Building a Web Browser for People Who Can't See the Screen

I'm building a web browser for people who can't see the screen. This is really hard for me — I don't really have a script to follow and I'm no expert on web browsers — but it's also one of the most exciting and interesting things I've ever worked on.

I haven't made a long-term plan explaining all the work that needs to be done. I'm mostly trusting my gut and trying to aggressively seek the truth about what this browser should be like, in its early stages.

I'm writing this for a few reasons.

First, it really helps me to sit down and write things out. It forces me to think a little clearer.

Second, it's a nice break from the mentally demanding work of starting the browser, running a test, noting all 7 things that went wrong, trying to fix one or two of them tastefully, and then repeating that over and over.

Finally, I thought it might be interesting to document what it's like to build this. I've done a lot of projects, but I rarely leave much of a paper trail. I've never had much patience for documenting the problems, the solutions, or the roadblocks that kill your momentum. Who has time for that?

Maybe I do! We'll see.

So here we go: let's talk about why I'm working on this, how I'm doing that, how it's going.

Why I'm working on this

I like to make websites, and when you're making websites, eventually you learn that some people are trying to use what you built without being able to see it. They use a computer program called a screen reader to hear what's on a page and navigate. Screen readers are an awesome invention, but sometimes they're a struggle to use.

Many websites aren't really set up for screen readers. It can be difficult to tell what a web page is about, fill out a form to apply for a job, or perform many of the things that sighted users take for granted. Popups, poorly designed sites and logging in can be seriously difficult.

Building a web browser that handles these things is a tall order for me. I've built plenty of personal projects and have a good handle on the basics of software development, but that's the easy part here.

The hard part is building something totally new, without really knowing much about screen readers.

The really hard part is getting it right.

How I'm doing it

A simple desk setup with a MacBook Air, a spiral notepad, and a desk lamp. The laptop screen shows a colorful spectrogram. A mesh office chair is pulled up to a white desk in a living room.

I have a macbook air, a desk, a notepad, and some killer AI tools. I pay $20 per month for Claude Pro and $20 per month for a Cursor Pro subscription. When I have free time, and I'm not totally fried or exhausted, I work on the browser. That's basically it! Claude and Cursor help me plan, build and test the browser.

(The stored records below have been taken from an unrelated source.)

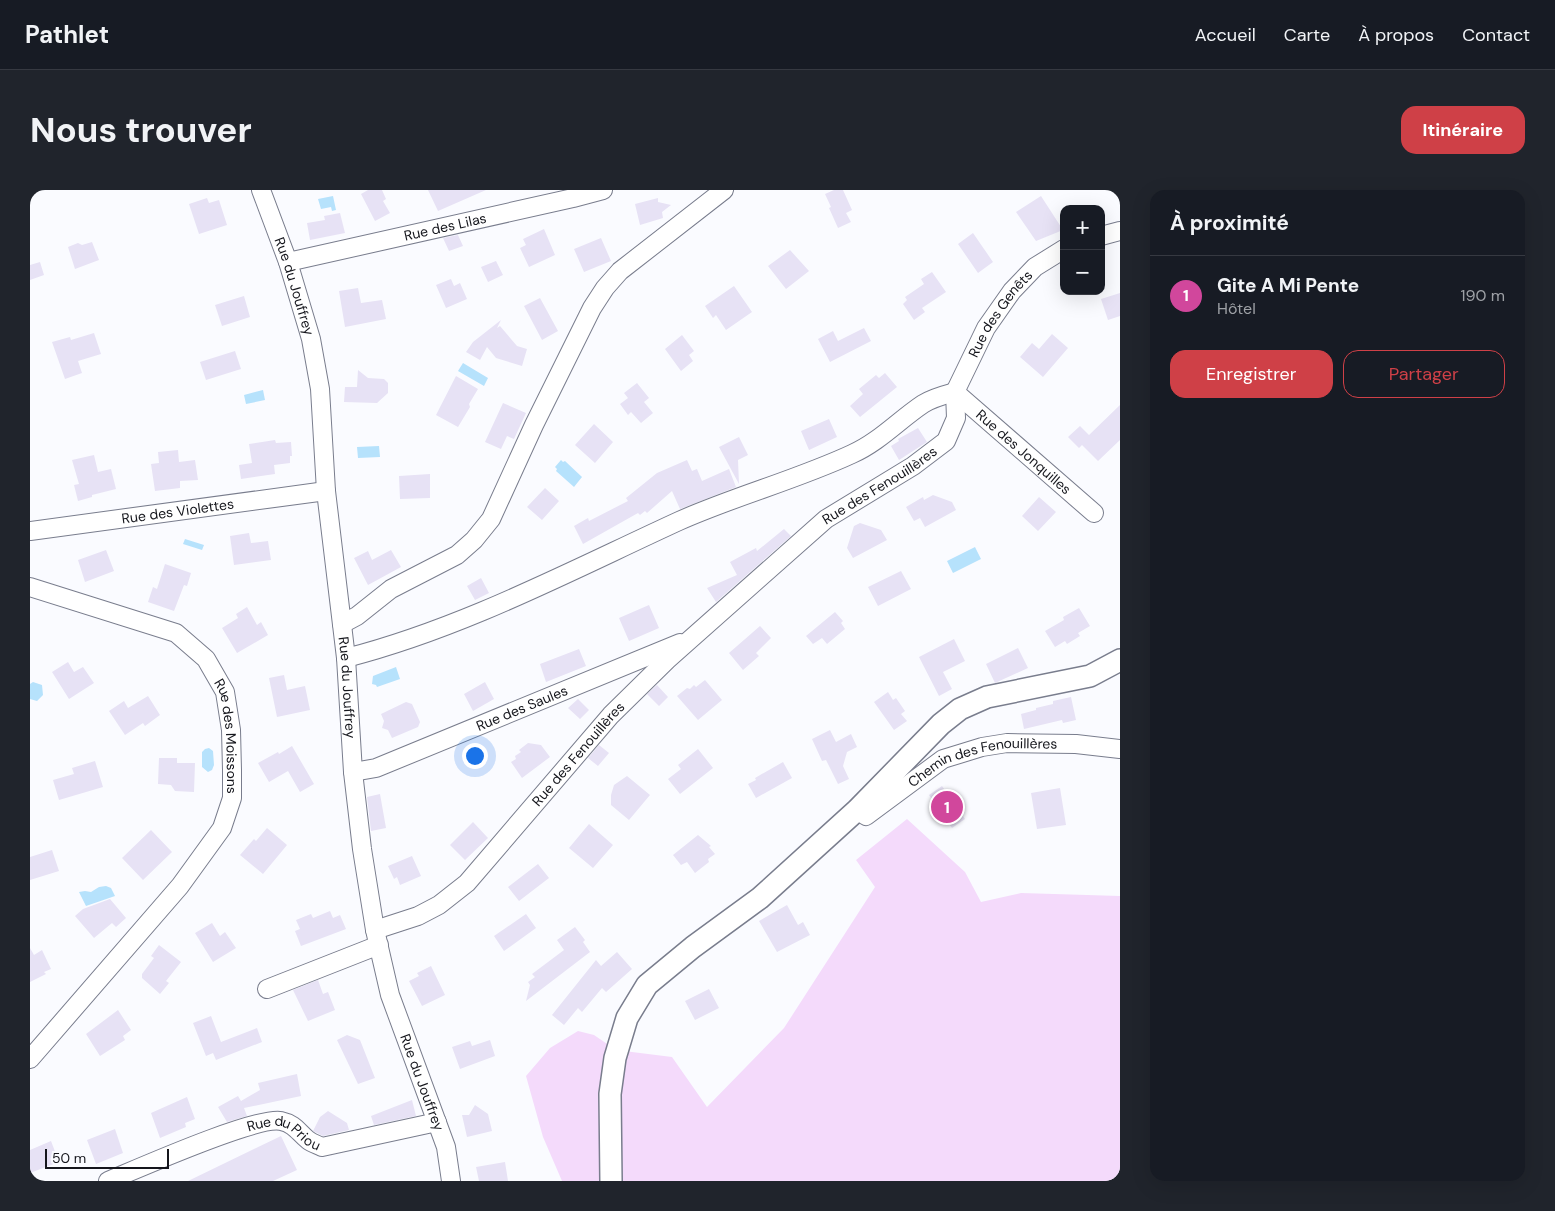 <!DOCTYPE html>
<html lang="fr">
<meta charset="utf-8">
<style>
:root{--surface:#171b24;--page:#20242c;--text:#f1f3f6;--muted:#9ea1a6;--line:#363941;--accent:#cf4047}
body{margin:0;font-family:"DM Sans",sans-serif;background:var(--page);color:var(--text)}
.controls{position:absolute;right:15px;top:15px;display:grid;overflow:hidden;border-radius:10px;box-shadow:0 5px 20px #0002}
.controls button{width:45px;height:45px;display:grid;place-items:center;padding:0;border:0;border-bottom:1px solid var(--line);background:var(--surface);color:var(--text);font:25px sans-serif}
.scale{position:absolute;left:15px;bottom:12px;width:124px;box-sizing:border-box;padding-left:5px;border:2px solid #15161c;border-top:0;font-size:14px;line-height:18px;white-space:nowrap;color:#15161c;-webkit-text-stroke:4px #fafbff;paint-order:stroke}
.you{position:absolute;left:444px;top:565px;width:18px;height:18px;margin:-12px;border:4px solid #fff;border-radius:50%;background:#1a73e8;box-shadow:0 0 0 8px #1a73e833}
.badge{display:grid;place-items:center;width:32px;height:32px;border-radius:50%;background:var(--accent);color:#fff;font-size:16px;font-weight:700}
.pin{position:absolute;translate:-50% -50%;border:2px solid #fff;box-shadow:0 1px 5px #0006}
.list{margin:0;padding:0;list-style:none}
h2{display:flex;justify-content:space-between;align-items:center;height:65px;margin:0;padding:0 20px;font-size:21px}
h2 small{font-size:16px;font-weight:400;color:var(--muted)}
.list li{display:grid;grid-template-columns:32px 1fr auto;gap:15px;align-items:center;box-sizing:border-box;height:80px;padding:0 20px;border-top:1px solid var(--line)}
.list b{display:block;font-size:19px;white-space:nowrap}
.list p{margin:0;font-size:16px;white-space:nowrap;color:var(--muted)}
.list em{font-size:16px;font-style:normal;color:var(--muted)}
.actions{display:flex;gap:10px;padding:15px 20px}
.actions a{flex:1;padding:11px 0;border:1px solid var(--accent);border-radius:15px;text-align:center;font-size:18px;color:var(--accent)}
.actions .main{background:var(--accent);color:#fff}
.map{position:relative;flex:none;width:1090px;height:991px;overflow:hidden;border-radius:15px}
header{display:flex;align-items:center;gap:30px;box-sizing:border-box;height:70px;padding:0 25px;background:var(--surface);border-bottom:1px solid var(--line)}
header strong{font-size:24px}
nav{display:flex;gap:28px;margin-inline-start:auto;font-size:18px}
.intro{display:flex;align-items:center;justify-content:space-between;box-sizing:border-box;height:120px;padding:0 30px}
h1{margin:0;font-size:35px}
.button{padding:12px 22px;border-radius:15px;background:var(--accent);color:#fff;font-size:18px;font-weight:700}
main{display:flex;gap:30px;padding:0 30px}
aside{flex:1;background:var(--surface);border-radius:15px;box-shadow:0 5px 20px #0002}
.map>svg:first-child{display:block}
</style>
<header>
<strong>Pathlet</strong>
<nav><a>Accueil</a><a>Carte</a><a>À propos</a><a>Contact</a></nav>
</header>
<div class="intro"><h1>Nous trouver</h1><a class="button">Itinéraire</a></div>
<main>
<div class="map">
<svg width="1090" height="991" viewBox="0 0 1090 991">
<rect width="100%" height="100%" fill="#fafbff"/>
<path fill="#f4dafb" d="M877,629L935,682L951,712L991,703L1090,706V991H532L513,947L496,886L520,858L548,841L564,845L586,860L642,867L677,917L754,838L845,697L826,670Z"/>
<path fill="#b6e2fc" d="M303,6L306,20L302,21L301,17L291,19L288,9Z
M433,173L458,188L454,196L428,181Z
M233,200L235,210L216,214L214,205Z
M349,256L350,267L328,268L327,257Z
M531,270L533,272L535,271L552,287L544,297L526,281L527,279L525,277Z
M155,349L174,355L172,360L153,354Z
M945,357L951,369L923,383L917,371Z
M366,477L370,489L347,497L346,495L342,494L343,486Z
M3,492L12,495L13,505L7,511L0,509V494Z
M179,558L183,561L184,575L182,580L178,582L172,577V562L175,559Z
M76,696L81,698L85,706L56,716L49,702L55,701L61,702L69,697Z"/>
<path fill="#e7e2f5" d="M338,0H352L356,9L353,11L360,23L345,31L331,4Z
M398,0H456L408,21Z
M804,0H813L822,20L816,23L821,32L808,38L799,18L801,17L795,4Z
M1011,6L1033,40L1006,51L986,22Z
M177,8L179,13L189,10L197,35L169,44L159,14Z
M628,8V12L641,15L632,22L633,28L610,35L605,14Z
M310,23L315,43L280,50L277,33L295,30L294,26Z
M514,39L525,65L499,77L490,58L496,55L493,49Z
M943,43L963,72L948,83L928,54Z
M428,45L433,56L419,61L413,48Z
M571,48L581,71L554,82L544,59Z
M62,52L69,70L45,79L38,57L48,53L52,55Z
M760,60L779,81L756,99L738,76Z
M466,71L473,85L458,92L451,77Z
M10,72L14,85L0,90V75Z
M902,82L916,102L892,118L895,122L884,130L873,114L877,110L875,107L894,94L891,89Z
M421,89L424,96L430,93L437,109L416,118L406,95Z
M704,96L722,122L696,140L686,125L683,128L675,116Z
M328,98L331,113L352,110L356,129L315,137L309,101Z
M1090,103V126L1078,130L1071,109Z
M214,106L220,127L192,136L185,115Z
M510,108L528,141L512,150L494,116Z
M471,130L467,138L470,136L487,156L497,159L492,176L466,168L457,157L450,170L436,162L443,152Z
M834,138L841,151L800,172L788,149L803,141L808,151Z
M64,143L71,164L48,171L52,183L35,189L22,152L40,147L41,150Z
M1022,144L1038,158L1013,187L990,167L1002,153L1009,159Z
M652,145L664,161L659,165L663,171L651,181L635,159Z
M205,161L211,179L176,190L170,172Z
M328,180L338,188L354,189L358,193V203L347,213L314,212L315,197H327Z
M855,183L867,197L830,227L820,216L833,204L829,199L846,185L849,188Z
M426,186L448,199L439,214L440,217L428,237L406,225Z
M607,193L619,208L614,212L623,223L611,233L601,222L598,225L590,214L598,208L594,203Z
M473,213L496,223L484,249L477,246L471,259L455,252Z
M1090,215V250L1068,271L1052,255L1049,258L1038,247L1050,236L1059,245Z
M799,229L807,247L779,260L771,241Z
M564,234L583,252L565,273L545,255Z
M888,238L897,252L869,270L861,256L869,251L868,249Z
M709,247L718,265L708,270L709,294L689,257Z
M245,250L246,253L261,252L262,266H260V273L244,275L245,284L211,289L209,275L222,273L219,254Z
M148,260L149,272L165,270L168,290L150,291V298L125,301L121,274L129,273L128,262Z
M64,265L68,282L81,279L86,299L62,305V307L48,311L44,295L49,294L42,270Z
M657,270L662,281L667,279L672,291L699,279L706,297L650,319L642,301L617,323L615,321L610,325L608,323L553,354L544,336L558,328L559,331L598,311L596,308L627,283Z
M400,284V308L370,309L369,286Z
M515,298L529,311L512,330L497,317Z
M903,305L922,312L926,320L895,337L890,328L884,331L876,317L893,307L894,310Z
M1009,307L1026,322L1008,341L992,326Z
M830,333L851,340L857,350L823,368L817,358L824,336Z
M754,339L761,346L686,412L677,398L707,385L700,372L726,358L727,361Z
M219,343L221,353L238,351L241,370L204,375L200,346Z
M76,360L84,381L55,392L48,370Z
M361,360L371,377L338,395L324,368L338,361L342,370Z
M135,374L161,383L157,396L154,395L144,421L118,412L123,397L127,399Z
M871,381L881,399L848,416L838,397Z
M451,388L459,403L445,410L437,396Z
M619,415L629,438L599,451L589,428Z
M217,417L227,435L231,432L238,445L207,463L192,438L208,428L206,424Z
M1049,418L1060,436L1048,443L1050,446L1037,454L1035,451L1025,457L1015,441L1034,430L1033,427Z
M805,422L813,431L811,433L815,439L797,454L792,448L783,454L776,446Z
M730,436L741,448L726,463L729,466L713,480L699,463Z
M924,449L935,471L913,482L922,499L909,506L889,467Z
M988,458L998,478L965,493L956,474Z
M549,459L556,476L516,492L510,474Z
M38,472L44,482L53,477L64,493L39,509L22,482Z
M254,485L257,500L275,496L280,520L247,527L239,488Z
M675,490L692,510L668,530L647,506L657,498L660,499L664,495L666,497Z
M455,492L464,509L443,521L434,504Z
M627,495L638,507L629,516L617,504Z
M858,502L863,510L866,508L875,521L871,524L877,531L864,540L844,512Z
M118,506L130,525L115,536L113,533L95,545L79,521L94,511L98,518Z
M1041,507L1046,530L1033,533L1032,530L994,539L991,524L1006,520V518L1023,514V511Z
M548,509L559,520L550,529L538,518Z
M376,512L382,514L390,532L388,537L362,548L358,540L352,538L354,531L351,524Z
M800,540L806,552L821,544L827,557L817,562L813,576L819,589L808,594L796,570L792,571L782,549Z
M498,553L511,555L520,567L492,588L481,572L486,569L485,566L491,562L489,560Z
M569,555L579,563L568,576L558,568Z
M262,556L284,594L270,602L258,581L239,592L228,573L248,562L249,564Z
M668,559L683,578L650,604L638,589L651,579L648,575Z
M129,568H147V573H165L164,602L145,601L141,595L128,594Z
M65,571L73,597L29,610L23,590L44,584L42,578Z
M753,572L762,588L726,608L718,594L726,590L725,588Z
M597,586L620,605L599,630L581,615V605L584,595Z
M912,596L935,629L922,638L899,605Z
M1030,598L1036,635L1007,639L1001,603Z
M350,604L356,638L341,641L337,607Z
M443,632L458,648L435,670L420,655Z
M559,634L583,655L563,678L539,658Z
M237,638L257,655L233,684L210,665L224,649L226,651Z
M121,640L142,662L113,690L92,668Z
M668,645L681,656L679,657L685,664L678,669L679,672L665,683L657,672L651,675L643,665Z
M22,660L29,681L0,690V667Z
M382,666L391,686L370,695L367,687L364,689L358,676Z
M508,674L519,688L489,711L478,697Z
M80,709L96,728L86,737L82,733L64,748L45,726L53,719Z
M757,715L768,735L773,732L780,745L747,762L729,731Z
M300,721L303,728L310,725L316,739L271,756L265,741L270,739L266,730L281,724L283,728Z
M496,724L506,738L474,761L464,746Z
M182,733L190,746L195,742L206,758L183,772L165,743Z
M545,737L555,750L553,752L560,762L496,811L500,795L498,792L505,787L502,784L534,760L527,750Z
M129,755L151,772L136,791L139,793L130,804L112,788V784L124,768L121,766Z
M0,758L4,765L12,760L21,779L14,782L16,784L0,792Z
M587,762L602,779L576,802L572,798L552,822L548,818L534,835L522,825L566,770L571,776Z
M401,776L415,805L392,816L379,791L389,786L387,783Z
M288,790L293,804L298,802L305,820L278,831L263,800Z
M679,799L689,818L665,830L655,811Z
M88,820L101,840L93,846L95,850L70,866L56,844Z
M181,826L191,852L227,838L232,852L186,870L183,863L176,866L163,833Z
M317,845L330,850L345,888L328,894L307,850Z
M460,850L465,866L430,879L422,857L440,851L442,856Z
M267,884L271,906L214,918L217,926L197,932L188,917L208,906L211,911L230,900L228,893Z
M157,907L165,929L155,933L156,937L130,948L121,923Z
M382,910L386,926L344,935L341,926Z
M445,915L458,924L462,941L437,947L432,925H439Z
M298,921L317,933L319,940L293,946L283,941L290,927Z
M85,939L93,963L66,974L57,950Z
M251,946L267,980L243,991H158Z
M21,951L29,972L0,983V960Z
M475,972L478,991H449L446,977Z"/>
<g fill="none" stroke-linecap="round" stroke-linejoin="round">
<defs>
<g id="minor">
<path id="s1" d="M231,0L258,72L281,149L290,199L296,301L316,468L323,582L332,659L345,740L360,805L416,957L421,991"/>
<path d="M1071,46L1090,41"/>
<path id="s2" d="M258,72L543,8L573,0"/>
<path id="s3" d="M925,202L1064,323"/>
<path id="s4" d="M0,341L296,301"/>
<path id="s5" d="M0,397L146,443L176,469L195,502L201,540L202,580V608L192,638L150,696L0,869"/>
<path d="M312,434L327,426L361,399L427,365L444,350L461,329L504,235L562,118L575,98L590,81L694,0"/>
<path d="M316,468C433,438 540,381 649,331C705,306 766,290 822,264C849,252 869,230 893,214C902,208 914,205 925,202"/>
<path id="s6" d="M323,582L346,578L650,453"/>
<path id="s7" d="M827,620L836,626L913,569L952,557L977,553L1046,554L1090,559"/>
<path id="s8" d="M345,740L388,726L409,715L437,693L581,525L637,470L796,329L883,276L916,251L926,228L925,202L956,138L982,101L1005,77L1034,59"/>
<path d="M237,799L349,755"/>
<path id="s9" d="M78,991C107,979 226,926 251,931C265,934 268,942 278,950C282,953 288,955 292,957L407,932"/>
</g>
<path id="tertiary" d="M581,991L580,904L585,868L597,828L617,795L663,757L730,708L827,620L911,534L930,519L957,507L1060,486L1090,470"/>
</defs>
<use href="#minor" stroke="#797d8d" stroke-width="20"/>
<use href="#tertiary" stroke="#797d8d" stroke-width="24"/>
<use href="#minor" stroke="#fff" stroke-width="18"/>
<use href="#tertiary" stroke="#fff" stroke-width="21"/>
</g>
<g text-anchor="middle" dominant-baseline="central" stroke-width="4" stroke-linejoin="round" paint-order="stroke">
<g font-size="14" fill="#15161c" stroke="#fafbff">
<text stroke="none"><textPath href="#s2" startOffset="161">Rue des Lilas</textPath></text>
<text stroke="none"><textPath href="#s1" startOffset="102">Rue du Jouffrey</textPath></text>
<text stroke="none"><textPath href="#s8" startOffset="902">Rue des Genêts</textPath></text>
<text stroke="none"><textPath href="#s3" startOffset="91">Rue des Jonquilles</textPath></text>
<text stroke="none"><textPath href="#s8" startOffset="680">Rue des Fenouillères</textPath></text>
<text stroke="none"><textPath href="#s4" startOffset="149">Rue des Violettes</textPath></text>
<text stroke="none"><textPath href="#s1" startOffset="508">Rue du Jouffrey</textPath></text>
<text stroke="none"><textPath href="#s6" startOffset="181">Rue des Saules</textPath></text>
<text stroke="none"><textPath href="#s5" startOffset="275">Rue des Moissons</textPath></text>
<text stroke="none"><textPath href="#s8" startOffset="275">Rue des Fenouillères</textPath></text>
<text stroke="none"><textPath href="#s7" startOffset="144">Chemin des Fenouillères</textPath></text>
<text stroke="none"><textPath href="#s1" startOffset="912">Rue du Jouffrey</textPath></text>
<text stroke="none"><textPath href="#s9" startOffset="190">Rue du Priou</textPath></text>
</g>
</g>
</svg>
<div class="controls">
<button>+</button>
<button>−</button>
</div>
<div class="scale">50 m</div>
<div class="you"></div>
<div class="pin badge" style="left:917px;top:617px;background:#d1479c">1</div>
</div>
<aside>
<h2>À proximité<small></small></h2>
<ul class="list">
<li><span class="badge" style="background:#d1479c">1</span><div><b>Gite A Mi Pente</b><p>Hôtel</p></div><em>190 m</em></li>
</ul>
<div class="actions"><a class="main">Enregistrer</a><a>Partager</a></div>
</aside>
</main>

I'm calling it Amigo, and I try to work on it as much as I can without burning out. You can burn yourself out really quick doing AI assisted development if you're not careful. I take as many long walks as I want, get good sleep, work out, and spend most Sundays unplugged from technology. It's a marathon, not a sprint.

How it's going

It's going okay! Amigo can navigate Wikipedia articles and read them to you pretty easily. It can also log you into Gmail, tell you what's in your inbox, write and send an email, as of yesterday. Pretty cool right?

There are about 100,000 other things you need to be able to do with a browser. How do we deal with privacy and passwords and user preferences? What if Amigo hallucinates and tells you something false? But it's a start! My big goal right now is to get this project usable enough for testing with real live human beings.

That's probably enough for now. Thanks for reading.